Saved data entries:

★ ★ ★

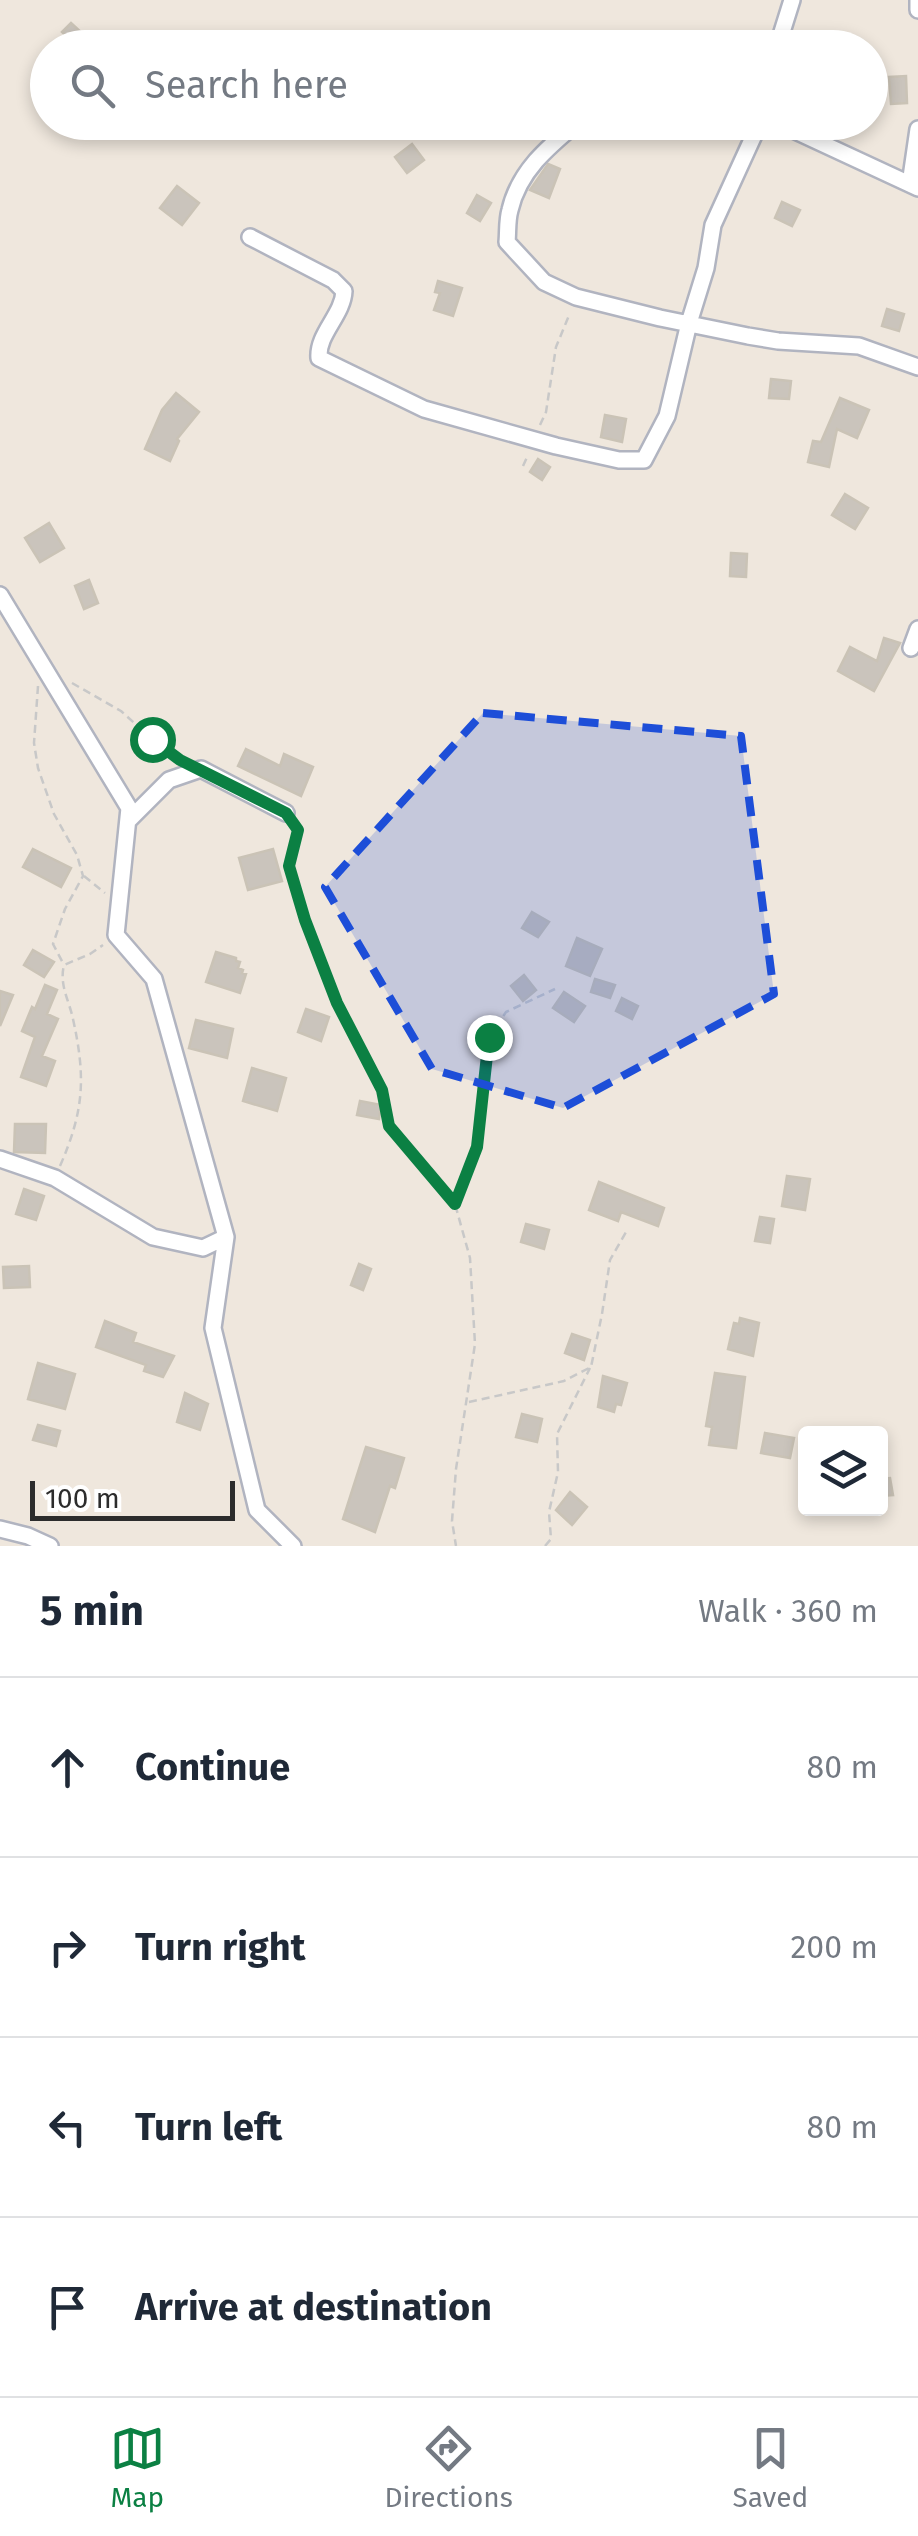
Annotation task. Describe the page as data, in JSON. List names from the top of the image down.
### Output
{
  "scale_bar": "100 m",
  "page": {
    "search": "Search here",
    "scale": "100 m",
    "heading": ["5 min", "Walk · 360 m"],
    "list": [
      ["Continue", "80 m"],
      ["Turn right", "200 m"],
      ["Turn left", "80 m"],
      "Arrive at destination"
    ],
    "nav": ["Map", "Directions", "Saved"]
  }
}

★ ★ ★

- [WORK TO COMPLETE]
Each record should be written out exactly, and each image should be omitted.

- [SOLVED PROBLEM]
Annotation task. Describe the page as data, in JSON. List names from the top of the image down.
### Output
{
  "scale_bar": "100 m",
  "page": {
    "search": "Search here",
    "scale": "100 m",
    "heading": ["5 min", "Walk · 360 m"],
    "list": [
      ["Continue", "80 m"],
      ["Turn right", "200 m"],
      ["Turn left", "80 m"],
      "Arrive at destination"
    ],
    "nav": ["Map", "Directions", "Saved"]
  }
}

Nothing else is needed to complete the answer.